▸ Exercise prompt:
Track down each line below containing the string "stream" and copy it.

___

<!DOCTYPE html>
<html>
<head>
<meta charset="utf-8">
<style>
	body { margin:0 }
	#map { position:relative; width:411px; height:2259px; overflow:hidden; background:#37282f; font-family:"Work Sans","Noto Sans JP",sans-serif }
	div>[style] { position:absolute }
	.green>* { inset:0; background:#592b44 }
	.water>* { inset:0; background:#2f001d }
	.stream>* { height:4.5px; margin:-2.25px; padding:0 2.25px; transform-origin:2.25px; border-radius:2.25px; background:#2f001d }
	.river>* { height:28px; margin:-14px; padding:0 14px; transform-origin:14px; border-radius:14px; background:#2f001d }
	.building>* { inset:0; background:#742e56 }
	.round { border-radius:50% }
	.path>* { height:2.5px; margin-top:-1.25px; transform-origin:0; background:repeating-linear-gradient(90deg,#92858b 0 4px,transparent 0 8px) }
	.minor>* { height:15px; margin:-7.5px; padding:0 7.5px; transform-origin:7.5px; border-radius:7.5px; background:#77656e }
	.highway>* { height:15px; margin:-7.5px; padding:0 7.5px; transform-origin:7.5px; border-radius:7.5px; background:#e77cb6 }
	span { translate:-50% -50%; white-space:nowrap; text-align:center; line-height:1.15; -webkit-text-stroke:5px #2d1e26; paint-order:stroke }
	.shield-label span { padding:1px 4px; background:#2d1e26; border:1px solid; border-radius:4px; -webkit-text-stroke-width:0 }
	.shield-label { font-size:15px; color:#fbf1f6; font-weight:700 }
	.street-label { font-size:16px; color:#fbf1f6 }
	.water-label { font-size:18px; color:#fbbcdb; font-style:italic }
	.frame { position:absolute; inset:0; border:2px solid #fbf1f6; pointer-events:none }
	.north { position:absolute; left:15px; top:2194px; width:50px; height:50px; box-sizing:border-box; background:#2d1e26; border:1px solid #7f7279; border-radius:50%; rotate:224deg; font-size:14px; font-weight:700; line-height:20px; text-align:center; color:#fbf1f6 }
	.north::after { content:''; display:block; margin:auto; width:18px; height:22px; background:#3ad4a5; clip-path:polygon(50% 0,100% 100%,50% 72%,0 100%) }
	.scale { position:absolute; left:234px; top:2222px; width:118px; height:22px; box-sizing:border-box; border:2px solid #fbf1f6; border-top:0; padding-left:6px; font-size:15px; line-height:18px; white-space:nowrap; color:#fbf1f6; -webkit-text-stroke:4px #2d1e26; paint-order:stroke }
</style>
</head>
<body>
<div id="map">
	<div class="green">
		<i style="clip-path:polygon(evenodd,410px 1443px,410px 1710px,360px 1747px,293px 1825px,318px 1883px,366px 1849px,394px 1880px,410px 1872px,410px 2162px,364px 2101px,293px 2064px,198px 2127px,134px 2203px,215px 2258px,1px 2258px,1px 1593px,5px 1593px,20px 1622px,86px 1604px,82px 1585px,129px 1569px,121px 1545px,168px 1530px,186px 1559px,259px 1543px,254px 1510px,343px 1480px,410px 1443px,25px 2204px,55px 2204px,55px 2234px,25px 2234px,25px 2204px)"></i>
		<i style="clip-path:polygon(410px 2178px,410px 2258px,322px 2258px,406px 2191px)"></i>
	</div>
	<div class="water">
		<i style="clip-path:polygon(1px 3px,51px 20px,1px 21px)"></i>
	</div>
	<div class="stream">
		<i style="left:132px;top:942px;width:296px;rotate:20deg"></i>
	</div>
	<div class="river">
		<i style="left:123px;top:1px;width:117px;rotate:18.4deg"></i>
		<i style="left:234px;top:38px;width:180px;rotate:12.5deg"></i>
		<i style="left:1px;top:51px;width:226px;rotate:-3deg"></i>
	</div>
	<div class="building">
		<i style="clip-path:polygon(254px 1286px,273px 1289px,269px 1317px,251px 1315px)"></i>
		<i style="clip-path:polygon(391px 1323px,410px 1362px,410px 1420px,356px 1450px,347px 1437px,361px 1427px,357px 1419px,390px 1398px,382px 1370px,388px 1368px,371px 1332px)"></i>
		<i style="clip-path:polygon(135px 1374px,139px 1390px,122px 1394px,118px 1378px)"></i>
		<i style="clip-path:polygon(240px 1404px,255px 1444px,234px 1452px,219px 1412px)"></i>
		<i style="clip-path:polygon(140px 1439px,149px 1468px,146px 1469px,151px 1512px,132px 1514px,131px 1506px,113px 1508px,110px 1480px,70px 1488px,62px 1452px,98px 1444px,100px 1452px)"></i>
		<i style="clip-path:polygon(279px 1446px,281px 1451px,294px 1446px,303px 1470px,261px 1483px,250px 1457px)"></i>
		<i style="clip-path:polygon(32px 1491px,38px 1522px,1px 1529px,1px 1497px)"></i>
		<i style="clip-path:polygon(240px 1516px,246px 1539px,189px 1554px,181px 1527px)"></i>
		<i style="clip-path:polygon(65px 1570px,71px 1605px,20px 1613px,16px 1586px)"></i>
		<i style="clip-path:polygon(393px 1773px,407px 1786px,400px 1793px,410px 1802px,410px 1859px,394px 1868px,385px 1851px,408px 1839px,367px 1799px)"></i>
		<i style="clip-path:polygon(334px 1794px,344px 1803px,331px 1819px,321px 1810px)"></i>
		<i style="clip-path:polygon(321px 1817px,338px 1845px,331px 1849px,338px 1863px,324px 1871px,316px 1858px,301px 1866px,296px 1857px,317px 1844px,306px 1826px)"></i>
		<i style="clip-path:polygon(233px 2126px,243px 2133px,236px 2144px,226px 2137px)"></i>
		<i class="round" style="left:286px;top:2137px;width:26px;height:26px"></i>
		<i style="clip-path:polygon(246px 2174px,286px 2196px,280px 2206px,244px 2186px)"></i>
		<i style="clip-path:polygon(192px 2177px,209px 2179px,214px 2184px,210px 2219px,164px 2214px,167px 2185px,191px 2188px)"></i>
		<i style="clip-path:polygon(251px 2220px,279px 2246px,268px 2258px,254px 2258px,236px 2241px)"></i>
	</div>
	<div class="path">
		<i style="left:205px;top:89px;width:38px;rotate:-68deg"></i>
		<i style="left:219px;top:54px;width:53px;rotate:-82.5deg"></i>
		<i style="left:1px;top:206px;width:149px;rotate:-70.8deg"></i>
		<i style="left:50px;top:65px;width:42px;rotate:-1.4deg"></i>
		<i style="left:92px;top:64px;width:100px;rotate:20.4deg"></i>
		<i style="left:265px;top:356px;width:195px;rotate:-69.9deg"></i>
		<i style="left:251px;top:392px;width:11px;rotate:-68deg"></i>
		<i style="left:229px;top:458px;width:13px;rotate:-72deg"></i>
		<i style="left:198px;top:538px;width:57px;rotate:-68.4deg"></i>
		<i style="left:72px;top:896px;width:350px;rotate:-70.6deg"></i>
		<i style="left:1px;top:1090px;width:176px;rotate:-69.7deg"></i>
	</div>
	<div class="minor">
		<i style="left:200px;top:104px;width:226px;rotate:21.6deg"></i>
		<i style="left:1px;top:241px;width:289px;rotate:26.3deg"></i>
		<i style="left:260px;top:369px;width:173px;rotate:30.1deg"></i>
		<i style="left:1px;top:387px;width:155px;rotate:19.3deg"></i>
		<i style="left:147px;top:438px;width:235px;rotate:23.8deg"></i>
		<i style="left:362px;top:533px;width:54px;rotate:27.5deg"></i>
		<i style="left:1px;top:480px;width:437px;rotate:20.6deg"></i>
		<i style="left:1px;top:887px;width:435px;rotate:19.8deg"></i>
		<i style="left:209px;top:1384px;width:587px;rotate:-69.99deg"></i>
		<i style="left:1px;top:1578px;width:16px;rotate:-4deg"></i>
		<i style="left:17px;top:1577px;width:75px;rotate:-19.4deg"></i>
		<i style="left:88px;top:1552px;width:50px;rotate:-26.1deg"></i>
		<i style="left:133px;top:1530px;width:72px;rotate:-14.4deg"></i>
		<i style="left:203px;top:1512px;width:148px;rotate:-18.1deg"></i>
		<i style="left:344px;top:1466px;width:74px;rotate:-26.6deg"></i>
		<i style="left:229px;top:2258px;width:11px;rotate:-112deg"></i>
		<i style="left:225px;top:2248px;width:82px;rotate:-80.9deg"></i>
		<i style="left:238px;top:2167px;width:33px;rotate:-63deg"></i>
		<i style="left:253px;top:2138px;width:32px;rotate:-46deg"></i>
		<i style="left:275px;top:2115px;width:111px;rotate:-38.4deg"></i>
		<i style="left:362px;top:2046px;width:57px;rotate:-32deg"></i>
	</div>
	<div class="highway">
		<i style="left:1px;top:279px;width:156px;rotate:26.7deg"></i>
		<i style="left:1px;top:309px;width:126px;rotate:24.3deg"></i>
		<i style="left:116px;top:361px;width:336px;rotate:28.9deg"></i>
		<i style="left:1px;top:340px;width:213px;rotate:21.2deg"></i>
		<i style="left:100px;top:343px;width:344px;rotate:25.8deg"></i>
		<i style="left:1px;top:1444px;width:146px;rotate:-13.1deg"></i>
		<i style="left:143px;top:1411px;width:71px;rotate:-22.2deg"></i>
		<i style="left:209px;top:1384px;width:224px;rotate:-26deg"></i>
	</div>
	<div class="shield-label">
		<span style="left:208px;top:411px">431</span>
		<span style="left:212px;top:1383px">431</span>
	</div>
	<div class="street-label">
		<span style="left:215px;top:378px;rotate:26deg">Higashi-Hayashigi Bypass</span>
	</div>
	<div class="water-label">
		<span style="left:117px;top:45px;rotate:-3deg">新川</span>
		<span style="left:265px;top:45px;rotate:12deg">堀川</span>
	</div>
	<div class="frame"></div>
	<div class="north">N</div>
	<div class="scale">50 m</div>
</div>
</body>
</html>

___

▸ Written solution:
	.stream>* { height:4.5px; margin:-2.25px; padding:0 2.25px; transform-origin:2.25px; border-radius:2.25px; background:#2f001d }
	<div class="stream">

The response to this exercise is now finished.